Category Archives: Life at Home

Nap Party

21 Thursday Jan 2010

Posted by Janell in Life at Home, Prayer

≈ 6 Comments

Tags

Dog Tales, Everyday Life, Prayer

I admire how easily dogs fall asleep.

Is it their freedom from worries?  Or could it be their lack of preoccupation with tasks that lie in wait for them?  Or perhaps it’s their constant practice at the fine art of good sleeping?

As I contemplate my morning readings, Maddie snores by my side with nary a care.  Her body forms to the sides of the chair, her head rests on its arm.  I look around to see that it’s this way with my other dogs too — all are completely at rest.

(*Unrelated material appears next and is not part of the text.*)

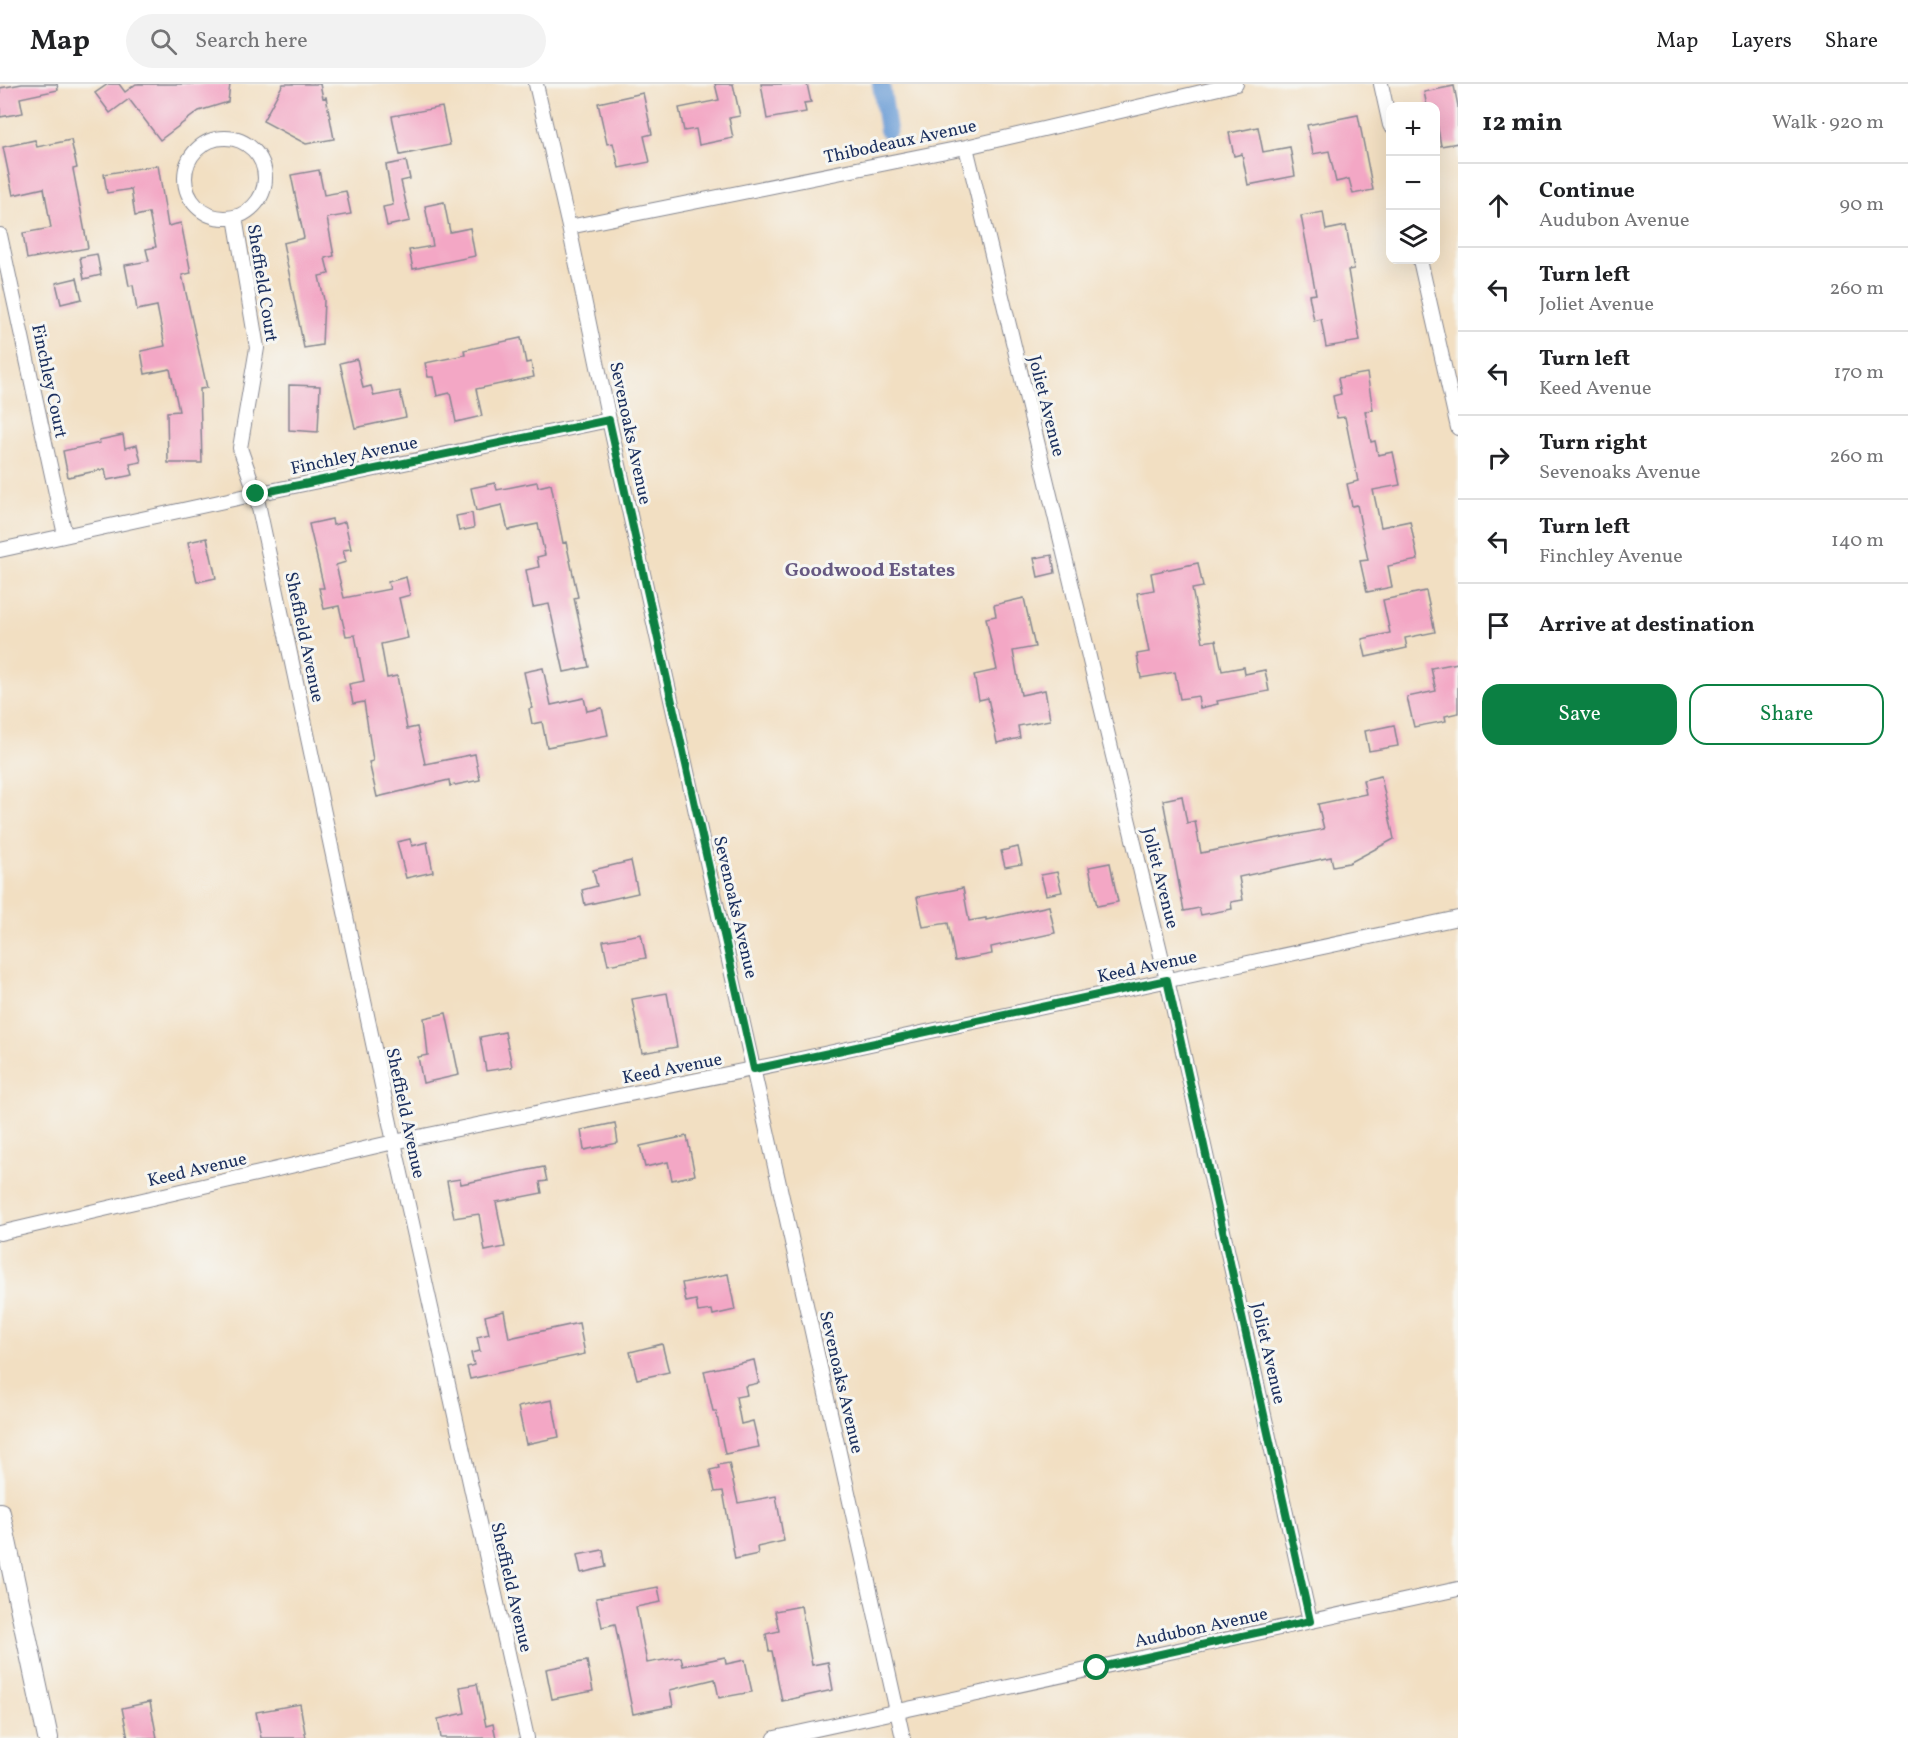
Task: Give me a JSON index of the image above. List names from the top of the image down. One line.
{"streets":{"street":["Thibodeaux Avenue","Sheffield Court","Finchley Court","Joliet Avenue","Sevenoaks Avenue","Finchley Avenue","Sheffield Avenue","Keed Avenue","Audubon Avenue"]},"crossings":[["Thibodeaux Avenue","Joliet Avenue"],["Thibodeaux Avenue","Sevenoaks Avenue"],["Sheffield Court","Finchley Avenue"],["Sheffield Court","Sheffield Avenue"],["Finchley Court","Finchley Avenue"],["Joliet Avenue","Keed Avenue"],["Joliet Avenue","Audubon Avenue"],["Sevenoaks Avenue","Finchley Avenue"],["Sevenoaks Avenue","Keed Avenue"],["Sevenoaks Avenue","Audubon Avenue"],["Finchley Avenue","Sheffield Avenue"],["Sheffield Avenue","Keed Avenue"]],"districts":["Goodwood Estates"],"page":{"header":"Map","search":"Search here","nav":["Map","Layers","Share"],"heading":["12 min","Walk · 920 m"],"map_buttons":["+","−"],"list":[["Continue","Audubon Avenue","90 m"],["Turn left","Joliet Avenue","260 m"],["Turn left","Keed Avenue","170 m"],["Turn right","Sevenoaks Avenue","260 m"],["Turn left","Finchley Avenue","140 m"],"Arrive at destination"],"buttons":["Save","Share"]}}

I wish I could rest this easily.  I didn’t sleep well last night, though I have no worries or preoccupations that I can point to as sleep-nappers.  Sometimes I just wake up at the indecent hour of four a.m. — and no matter how much I toss and turn to put myself back to sleep, sleep evades me.

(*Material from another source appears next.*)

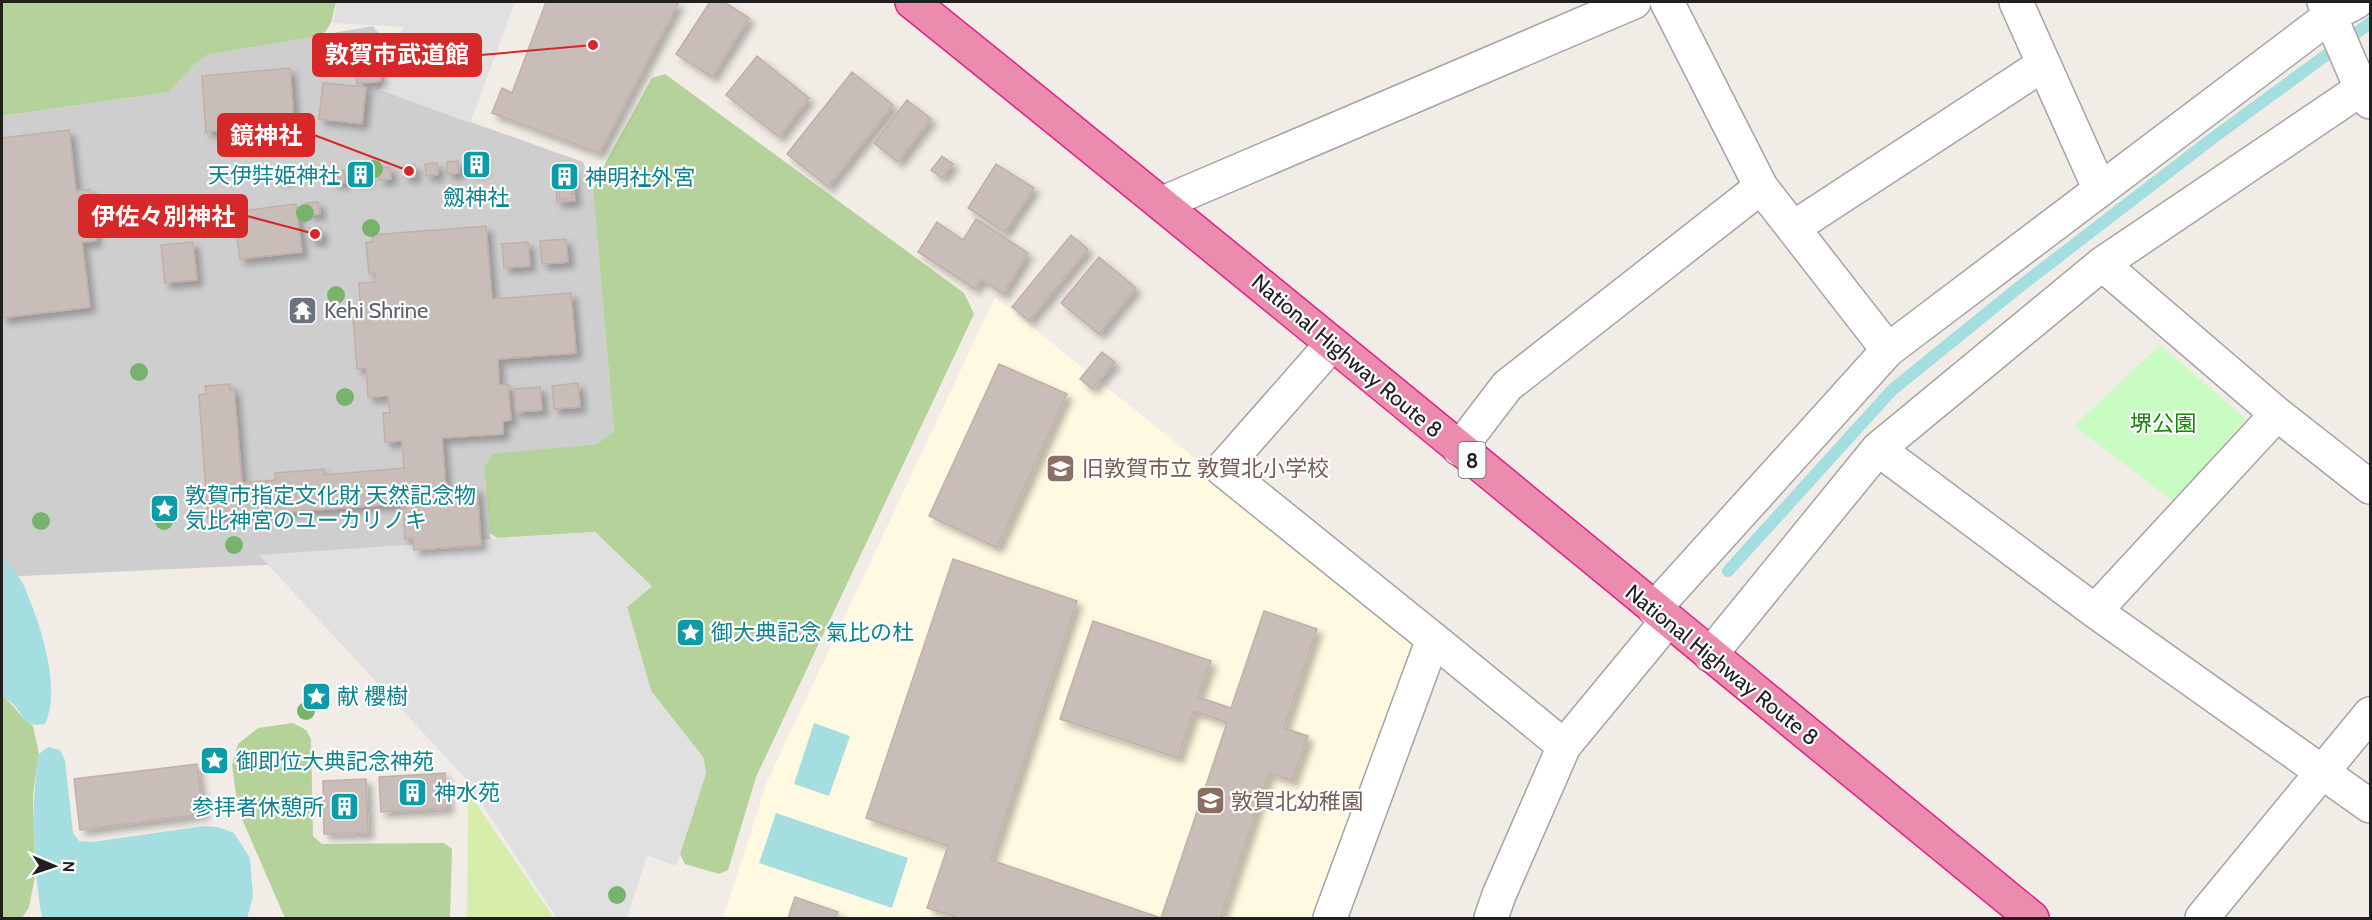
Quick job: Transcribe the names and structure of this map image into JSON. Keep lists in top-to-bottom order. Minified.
{"streets":{"highway":["National Highway Route 8","8"]},"parks":["堺公園"],"places":{"other":["敦賀市武道館","鏡神社","伊佐々別神社"],"building":["劔神社","天伊弉姫神社","神明社外宮","神水苑","参拝者休憩所"],"temple":["Kehi Shrine"],"school or university":["旧敦賀市立 敦賀北小学校","敦賀北幼稚園"],"place":["敦賀市指定文化財 天然記念物 気比神宮のユーカリノキ","御大典記念 氣比の杜","献 櫻樹","御即位大典記念神苑"]},"north":"right"}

Often, Max hears me stirring, and when he’s not already in bed with us, he jumps up to keep me company.  Without need of invitation, Max  drapes all forty-six pounds of his body on top of mine.  I wonder if he’s trying to anchor my tossing with his weight or trying to bring me the comfort of his presence.

Perhaps Max just desires the comfort of my presence, since a minute later, my poodle comforter is snoring comfortably while I lie underneath him hot and wide awake.  I feel Max’s body form to mine, with the full force of his weight shifting to me.

With no intention to do so, I begin to think thoughts.   Thinking removes the last hope of my return to sleep.   But thoughts come and this one was important to me, as I compare Max at rest to prayer at best.  My dark night encounter with Max invites me to grow still, settle into a warm, comfy spot and allow whatever is weighing me down shift to God.

With prayers expressed and forth-six pounds of weight shifted, I shake awake Max to begin my day.  Max is always happy to get an early start, as my day begins with his food bowl.  I feed the dogs, make my coffee and find a comfortable chair to hold me.  And there, resting in God’s word, I too fall sound asleep, in spite of the coffee.  Thirty minutes later, I wake refreshed, ready for the day.

Now, with morning chores behind me and no worries or preoccupations pressing upon me, I’m wondering if I might indulge in a dog nap or two.  Already I’m missing one good nap party behind me.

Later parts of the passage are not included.